Maria, a payments processor in Company ABC, a bills collection company requested for a 3-month leave of absence in
order to prepare for her board examinations. Her company approved but to avoid impairing their regular operations
because of her absence, the General Manager of Company ABC asked the HR to source a temporary replacement.

To encourage quick sourcing and entice a large applicant pool, the GM told the HR to offer a salary 50% higher than
the current salary rates of the regular payments processor to the person who will qualify and accept the 3-month
employment period. The GM justified that this is a one-off break of their internal salary equity, whereas itll be very
hard to source applicants due to the Christmas season, when persons exploring short work opportunities will be quite
low.

The HR successfully sourced and offered the temporay position to Orly, a fresh graduate. Orly received a fixed-term
contract of 3 months. On his 2nd month of employment, one payments processor filed her resignation effective
immediately. The GM, decided not to hire for a replacement since Maria will be back in one months time. The GM is
also thinking of offering the fulltime position to Orly after the end of his 3-month contract.

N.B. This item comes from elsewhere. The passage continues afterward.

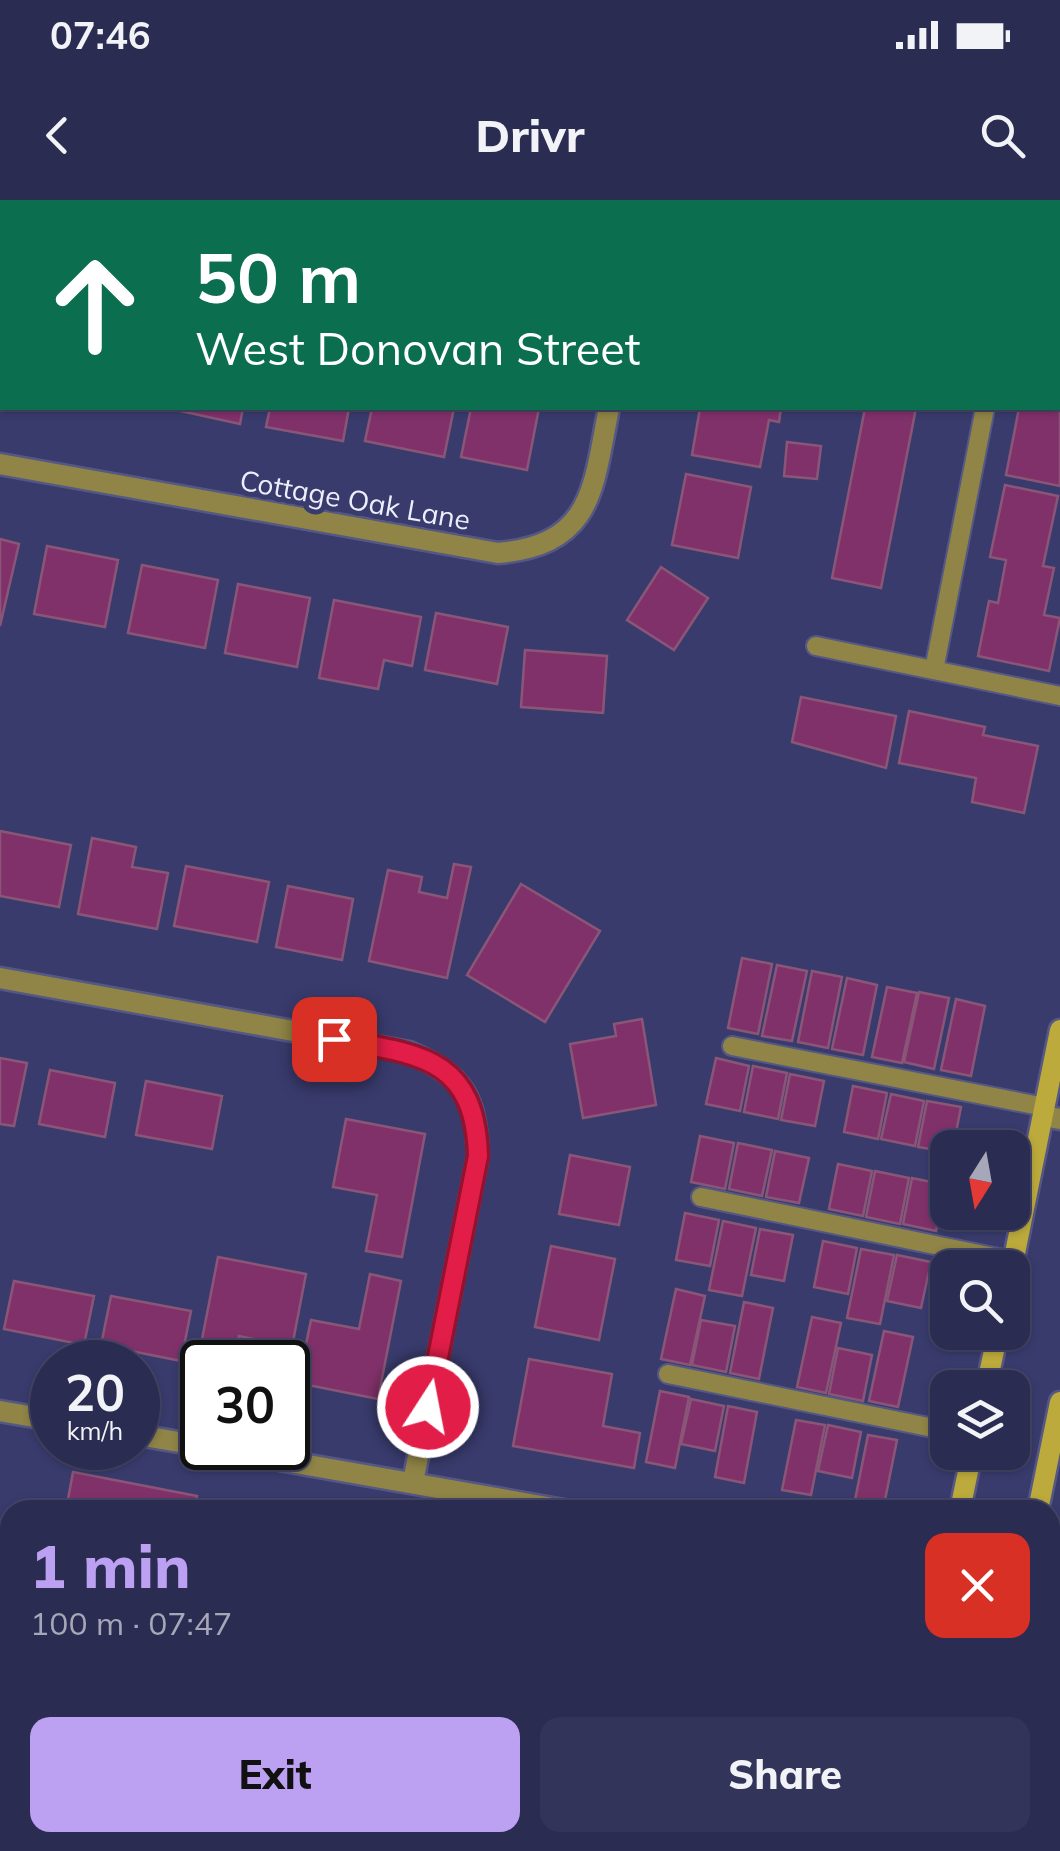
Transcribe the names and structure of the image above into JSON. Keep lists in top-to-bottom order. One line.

Upon Marias return to work and consequently the end of 3 month contract of Orly, the GM offered a new employment
contract to Orly with the following conditions:

1. He needs to undergo a probationary period of 3 more months as to consider his stint when he was still a fixed-
term employee. This is a trial period if he is fit for regular employment
2. He will be performing the same job responsibilities
3. That his new salary will be based on the official entry rate for payments processor, which is lower than his salary
when he was still a fixed-term employee

The GM explained that his old salary was inflated to hype the 3 month contract only. While he will no longer receive the
same salary that he was enjoying, he will be entitled to other benefits in the future, such us Allowances, Medical & Life
Insurance and a Mobile Plan which is in effect, greater than the value of his old salary. However, he will get to
experience the mentioned benefits only after his confirmation to regular position, which is after 3 months. Orly, having
Company ABC as his 1st employer and wishing for a permanent work did not see anything wrong and accepted the new
employment contract.

1. In the case of Orly, did the GM violate the law on non-diminution of benefits enshrined in Article 100 of the
Philippine Labor Code?
2. Is the GM correct in letting Orly undergo a probationary period? How about qualifying his initial engagement as
fixed-term?
3. In case there were inadequacies in terms of handling Orlys case, what are the applicable remedies that you
can propose if you are the HR Manager?